The Liberal MPP for Huron-Bruce says everything is on the table when it comes to trimming the province’s record 24.7-billion dollar defecit.
Carol Mitchell was reacting to word last week that the McGuinty government is at least looking a tthe possibility of selling off major Crown Corporations.
Mitchell says the possibility of privatizing the so-called Crowns is defintely in the hopper of all possibilities of addressing the shortfall the province finds itself in.
CIBC World Markets and Goldman Sachs Group is undertaking a study on the issue that’s expected to take only about two months to complete.
Some of the familiar names being bandied about for possible privatization include Hydro One, Ontario Power Generation and Ontario Lottery and Gaming.
Mitchell says the size of the defecit is in part a product of the recession.

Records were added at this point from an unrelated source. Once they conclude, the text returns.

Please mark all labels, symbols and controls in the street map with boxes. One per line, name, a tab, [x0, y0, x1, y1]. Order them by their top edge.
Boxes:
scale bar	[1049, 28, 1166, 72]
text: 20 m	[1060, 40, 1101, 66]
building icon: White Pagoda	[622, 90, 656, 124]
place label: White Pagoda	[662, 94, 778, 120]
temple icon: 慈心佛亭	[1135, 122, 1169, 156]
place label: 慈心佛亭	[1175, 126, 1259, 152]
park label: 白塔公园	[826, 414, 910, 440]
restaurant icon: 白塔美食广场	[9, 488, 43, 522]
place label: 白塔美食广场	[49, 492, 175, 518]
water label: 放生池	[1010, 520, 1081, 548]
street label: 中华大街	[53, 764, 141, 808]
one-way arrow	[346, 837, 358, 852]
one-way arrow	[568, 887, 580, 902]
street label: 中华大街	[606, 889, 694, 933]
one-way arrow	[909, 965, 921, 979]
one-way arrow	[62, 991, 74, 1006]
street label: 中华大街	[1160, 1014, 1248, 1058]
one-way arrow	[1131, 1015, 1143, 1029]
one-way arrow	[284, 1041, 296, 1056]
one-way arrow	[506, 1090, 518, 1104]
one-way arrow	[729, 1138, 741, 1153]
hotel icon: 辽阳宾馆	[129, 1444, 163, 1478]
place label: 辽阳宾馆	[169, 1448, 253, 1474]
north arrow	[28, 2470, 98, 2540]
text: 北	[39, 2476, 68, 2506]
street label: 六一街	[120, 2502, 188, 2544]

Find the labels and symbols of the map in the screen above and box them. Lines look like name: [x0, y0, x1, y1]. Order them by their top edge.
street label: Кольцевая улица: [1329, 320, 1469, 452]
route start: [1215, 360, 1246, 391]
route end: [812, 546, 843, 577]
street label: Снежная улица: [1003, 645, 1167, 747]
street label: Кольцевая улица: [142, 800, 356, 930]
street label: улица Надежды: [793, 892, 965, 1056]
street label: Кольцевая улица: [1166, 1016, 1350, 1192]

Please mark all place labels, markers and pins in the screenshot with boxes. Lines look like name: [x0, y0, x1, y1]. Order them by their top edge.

She says stimulus spending contributed to the rapid rise in the amount of the shortfall and it’s all in the interest of putting Ontarians back to work.
Mitchell says the study comes about as the Liberal government re-shapes its spending priorities.
Mitchell says there are no sacred cows in cutting the defecit and to help strengthen education and health care.
About a third of the province’s hospitals say they can’t balance their budgets and school boards by law cannot run defecits.
In recent months, Premier McGuinty toyed with the idea of dealing with the defecit by reviving “Rae Days” where provincial civil servants would take unpaid days off.
Former NDP Premier Bob Rae came under heavy fire for the original move to deal with the recession of the early 1990’s and McGuinty quietly scuttled the idea.